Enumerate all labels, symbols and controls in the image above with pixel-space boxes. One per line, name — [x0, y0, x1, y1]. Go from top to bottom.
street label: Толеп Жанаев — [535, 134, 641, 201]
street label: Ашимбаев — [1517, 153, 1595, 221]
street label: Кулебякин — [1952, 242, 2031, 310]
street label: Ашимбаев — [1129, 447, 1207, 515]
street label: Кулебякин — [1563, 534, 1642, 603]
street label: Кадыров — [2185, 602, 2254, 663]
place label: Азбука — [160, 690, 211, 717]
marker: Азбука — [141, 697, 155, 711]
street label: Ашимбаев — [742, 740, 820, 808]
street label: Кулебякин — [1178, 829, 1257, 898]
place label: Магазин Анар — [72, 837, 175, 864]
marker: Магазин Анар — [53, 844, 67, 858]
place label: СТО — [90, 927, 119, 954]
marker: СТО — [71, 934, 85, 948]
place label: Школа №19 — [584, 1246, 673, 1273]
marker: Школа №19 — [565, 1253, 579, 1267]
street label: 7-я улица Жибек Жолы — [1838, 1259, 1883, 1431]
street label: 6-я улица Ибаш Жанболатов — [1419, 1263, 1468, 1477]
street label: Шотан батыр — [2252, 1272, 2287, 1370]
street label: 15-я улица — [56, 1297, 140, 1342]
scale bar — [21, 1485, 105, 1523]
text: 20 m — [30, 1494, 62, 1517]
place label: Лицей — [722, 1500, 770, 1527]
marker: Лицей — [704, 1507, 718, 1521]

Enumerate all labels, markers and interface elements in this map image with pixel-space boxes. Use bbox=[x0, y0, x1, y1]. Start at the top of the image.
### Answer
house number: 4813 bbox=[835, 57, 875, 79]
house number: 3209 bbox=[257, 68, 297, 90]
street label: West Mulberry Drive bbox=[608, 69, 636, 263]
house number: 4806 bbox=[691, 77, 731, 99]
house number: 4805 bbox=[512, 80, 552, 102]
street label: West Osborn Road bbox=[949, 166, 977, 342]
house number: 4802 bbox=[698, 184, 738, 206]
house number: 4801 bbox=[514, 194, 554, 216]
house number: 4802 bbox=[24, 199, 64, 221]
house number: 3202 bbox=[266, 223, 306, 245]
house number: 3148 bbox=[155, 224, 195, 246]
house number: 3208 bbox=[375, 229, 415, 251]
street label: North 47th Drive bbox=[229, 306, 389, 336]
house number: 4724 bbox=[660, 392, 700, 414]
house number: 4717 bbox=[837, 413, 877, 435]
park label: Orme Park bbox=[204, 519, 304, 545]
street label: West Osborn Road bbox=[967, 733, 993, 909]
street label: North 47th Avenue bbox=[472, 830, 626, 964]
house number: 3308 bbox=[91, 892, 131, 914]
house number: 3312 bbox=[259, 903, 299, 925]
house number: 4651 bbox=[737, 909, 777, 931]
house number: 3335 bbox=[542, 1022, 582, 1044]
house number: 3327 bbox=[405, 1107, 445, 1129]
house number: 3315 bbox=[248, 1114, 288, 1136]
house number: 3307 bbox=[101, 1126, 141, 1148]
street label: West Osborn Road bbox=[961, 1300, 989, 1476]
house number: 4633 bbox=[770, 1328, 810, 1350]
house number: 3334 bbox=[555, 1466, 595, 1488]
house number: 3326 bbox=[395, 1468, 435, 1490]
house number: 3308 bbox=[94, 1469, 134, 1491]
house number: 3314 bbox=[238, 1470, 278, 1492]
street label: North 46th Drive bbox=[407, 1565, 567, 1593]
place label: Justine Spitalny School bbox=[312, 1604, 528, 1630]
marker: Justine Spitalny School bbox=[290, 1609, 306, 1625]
#####
**ASSIGNMENT**
Whenever a line includes the word "Азбука", pull it out of the entries.

**YOUR SOLUTION**
place label: Азбука — [160, 690, 211, 717]
marker: Азбука — [141, 697, 155, 711]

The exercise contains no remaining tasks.